Obat-obatan Kelas I diresepkan untuk denyut prematur supraventrikel dan ventrikel, serta untuk memulihkan irama sinus selama fibrilasi atrium (fibrilasi atrium) dan untuk mencegah serangan berulangnya. Mereka diindikasikan untuk pengobatan dan pencegahan takikardia supraventrikel dan ventrikel.
Paling sering dari subkelas ini menggunakan quinidine dan novokinamid.

Quinidine

Quinidine digunakan untuk takikardia supraventrikular paroksismal dan fibrilasi atrium paroksismal untuk mengembalikan irama sinus. Ia lebih sering ditunjuk dalam pil. Efek samping termasuk gangguan pencernaan (mual, muntah, diare), dan sakit kepala. Menggunakan obat ini dapat membantu mengurangi jumlah trombosit dalam darah. Quinidine dapat menyebabkan penurunan kontraktilitas miokard dan konduksi intrakardiak yang lebih lambat.

Efek samping yang paling berbahaya adalah perkembangan bentuk tertentu dari takikardia ventrikel. Mungkin penyebab kematian mendadak pasien. Oleh karena itu, pengobatan dengan quinidine harus dilakukan di bawah pengawasan dokter dan dengan kontrol elektrokardiogram.

Quinidine dikontraindikasikan pada blokade atrioventrikular dan intraventrikular, trombositopenia, keracunan glikosida jantung, gagal jantung, hipotensi arteri, kehamilan.

Novokainamid

Obat ini digunakan untuk alasan yang sama dengan quinidine. Seringkali diberikan secara intravena untuk meredakan paroksism fibrilasi atrium. Dengan pemberian obat intravena, tekanan darah dapat turun secara dramatis, oleh karena itu, solusinya disuntikkan sangat lambat.

Efek samping dari obat termasuk mual dan muntah, kolaps, perubahan darah, gangguan fungsi sistem saraf (sakit kepala, pusing, dan terkadang kebingungan). Dengan penggunaan konstan dapat mengembangkan sindrom seperti lupus (radang sendi, serositis, demam). Mungkin perkembangan infeksi mikroba di rongga mulut, disertai dengan gusi yang berdarah dan penyembuhan luka dan luka yang lambat. Novokainamid dapat menyebabkan reaksi alergi, pertanda pertama adalah kelemahan otot dengan diperkenalkannya obat.

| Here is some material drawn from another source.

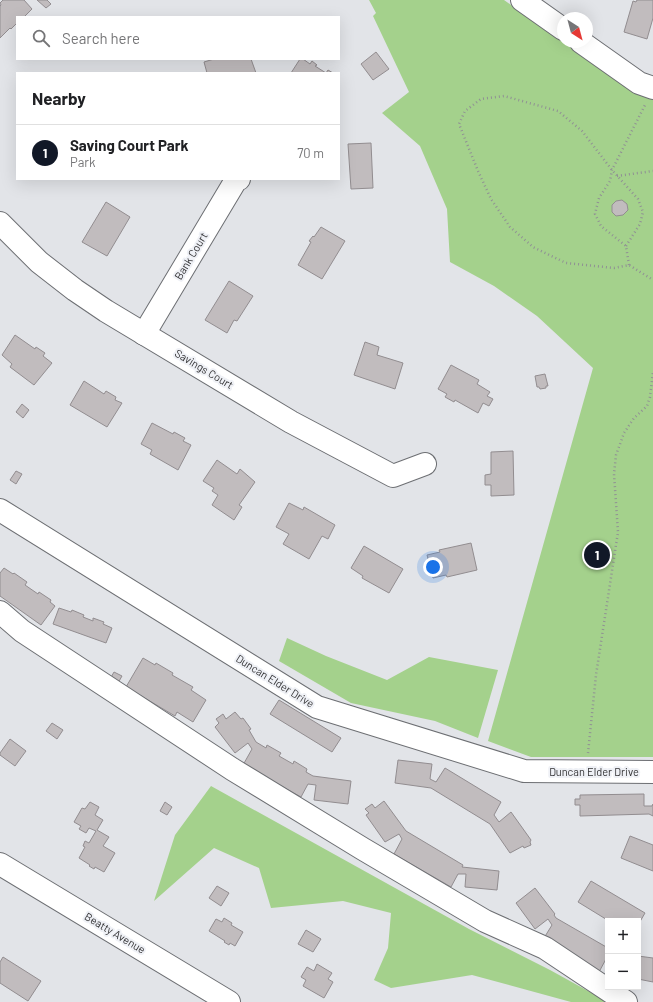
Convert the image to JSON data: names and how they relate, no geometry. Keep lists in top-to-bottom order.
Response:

Obat ini dikontraindikasikan dengan latar belakang blok atrioventrikular, dengan gagal jantung atau ginjal yang parah. Seharusnya tidak digunakan untuk syok kardiogenik dan hipotensi arteri.

Obat golongan IV

Obat-obat ini memiliki sedikit efek pada simpul sinus, atrium dan koneksi atrioventrikular, sehingga mereka tidak efektif dengan aritmia supraventrikular. Obat kelas IV digunakan untuk mengobati aritmia ventrikel (ekstrasistol, takikardia paroksismal), serta untuk pengobatan aritmia yang disebabkan oleh keracunan glikosida (overdosis glikosida jantung).

Obat yang paling umum digunakan dari kelas ini adalah lidokain. Ini diberikan secara intravena untuk mengobati aritmia ventrikel yang berat, termasuk pada infark miokard akut.

Lidocaine dapat menyebabkan gangguan fungsi sistem saraf, dimanifestasikan oleh kejang-kejang, pusing, gangguan penglihatan dan bicara, gangguan kesadaran. Dengan pemberian dosis besar dapat mengurangi kontraktilitas jantung, irama lambat atau aritmia. Mungkin perkembangan reaksi alergi (lesi kulit, urtikaria, angioedema, pruritus).

Penggunaan lidokain dikontraindikasikan pada sindrom sinus sakit, blok atrioventrikular. Ini tidak diindikasikan untuk aritmia supraventrikular berat karena risiko fibrilasi atrium.

Obat tingkat IC

Obat-obatan ini memperpanjang konduksi intrakardiak, terutama dalam sistem His-Purkinje. Dana ini memiliki efek aritmogenik yang jelas, sehingga penggunaannya saat ini terbatas. Dari obat-obatan kelas ini digunakan terutama ritmonorm (propafenone).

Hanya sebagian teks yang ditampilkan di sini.